Selon Me Alice Nkom, porte-parole d’Issa Tchiroma Bakary, aucune discussion ni compromis politique n’est envisagé avec le régime en place, malgré les rumeurs persistantes alimentées par le contexte post-électoral.
Au Cameroun, le camp de l’opposant Issa Tchiroma Bakary a formellement rejeté, jeudi 15 janvier, toute idée de négociations avec le pouvoir de Paul Biya. Cette mise au point intervient alors que l’attente de la formation d’un nouveau gouvernement se prolonge, plus de deux mois après l’élection présidentielle d’octobre, officiellement remportée par le chef de l’État sortant pour un huitième mandat.
L’absence d’annonce gouvernementale, en dépit des promesses du président Biya lors de son discours du 31 décembre, a nourri de nombreuses spéculations, notamment sur de possibles tractations entre le régime et certaines figures de l’opposition.
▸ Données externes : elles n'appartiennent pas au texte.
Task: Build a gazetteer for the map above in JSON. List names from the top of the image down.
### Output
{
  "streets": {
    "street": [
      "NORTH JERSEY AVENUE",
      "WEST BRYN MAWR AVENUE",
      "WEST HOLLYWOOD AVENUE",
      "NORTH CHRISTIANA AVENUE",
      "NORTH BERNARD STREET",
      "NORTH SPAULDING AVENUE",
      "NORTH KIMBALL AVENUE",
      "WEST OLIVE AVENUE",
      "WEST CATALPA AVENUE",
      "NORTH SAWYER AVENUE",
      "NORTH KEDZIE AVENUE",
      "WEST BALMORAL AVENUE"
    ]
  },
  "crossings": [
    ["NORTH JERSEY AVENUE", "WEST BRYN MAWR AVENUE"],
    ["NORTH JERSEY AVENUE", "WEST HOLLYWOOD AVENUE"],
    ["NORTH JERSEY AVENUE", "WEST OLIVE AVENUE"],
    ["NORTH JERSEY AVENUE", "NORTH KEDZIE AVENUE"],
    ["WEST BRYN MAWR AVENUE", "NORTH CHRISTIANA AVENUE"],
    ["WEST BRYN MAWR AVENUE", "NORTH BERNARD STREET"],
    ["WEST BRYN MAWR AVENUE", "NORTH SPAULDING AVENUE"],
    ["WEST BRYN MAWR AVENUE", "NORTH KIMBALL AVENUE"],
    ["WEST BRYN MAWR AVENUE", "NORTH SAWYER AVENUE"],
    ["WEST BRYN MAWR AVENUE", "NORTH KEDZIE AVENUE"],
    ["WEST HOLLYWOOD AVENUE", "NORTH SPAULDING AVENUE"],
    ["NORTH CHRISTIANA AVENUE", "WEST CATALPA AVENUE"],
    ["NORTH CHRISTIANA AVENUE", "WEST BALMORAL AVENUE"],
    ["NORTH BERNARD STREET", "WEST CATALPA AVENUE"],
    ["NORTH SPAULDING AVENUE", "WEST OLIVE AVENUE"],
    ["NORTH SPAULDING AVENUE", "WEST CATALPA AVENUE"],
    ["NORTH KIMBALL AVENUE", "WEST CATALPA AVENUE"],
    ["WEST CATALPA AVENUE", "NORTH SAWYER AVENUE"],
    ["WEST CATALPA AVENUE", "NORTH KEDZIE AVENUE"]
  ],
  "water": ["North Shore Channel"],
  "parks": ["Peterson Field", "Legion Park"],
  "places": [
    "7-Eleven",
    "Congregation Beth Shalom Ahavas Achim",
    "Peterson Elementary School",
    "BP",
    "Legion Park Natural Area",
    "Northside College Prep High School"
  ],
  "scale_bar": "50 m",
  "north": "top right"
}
«Aucune discussion, aucun compromis»
Dans un communiqué publié sur son compte Facebook officiel, Me Alice Nkom, porte-parole d’Issa Tchiroma, a démenti catégoriquement toute ouverture au dialogue avec les autorités. «Aucune discussion, aucun compromis, aucune participation à quelque processus électoral que ce soit ne saurait être envisagé», a-t-elle déclaré, visant directement les rumeurs relayées sur les réseaux sociaux ces derniers jours.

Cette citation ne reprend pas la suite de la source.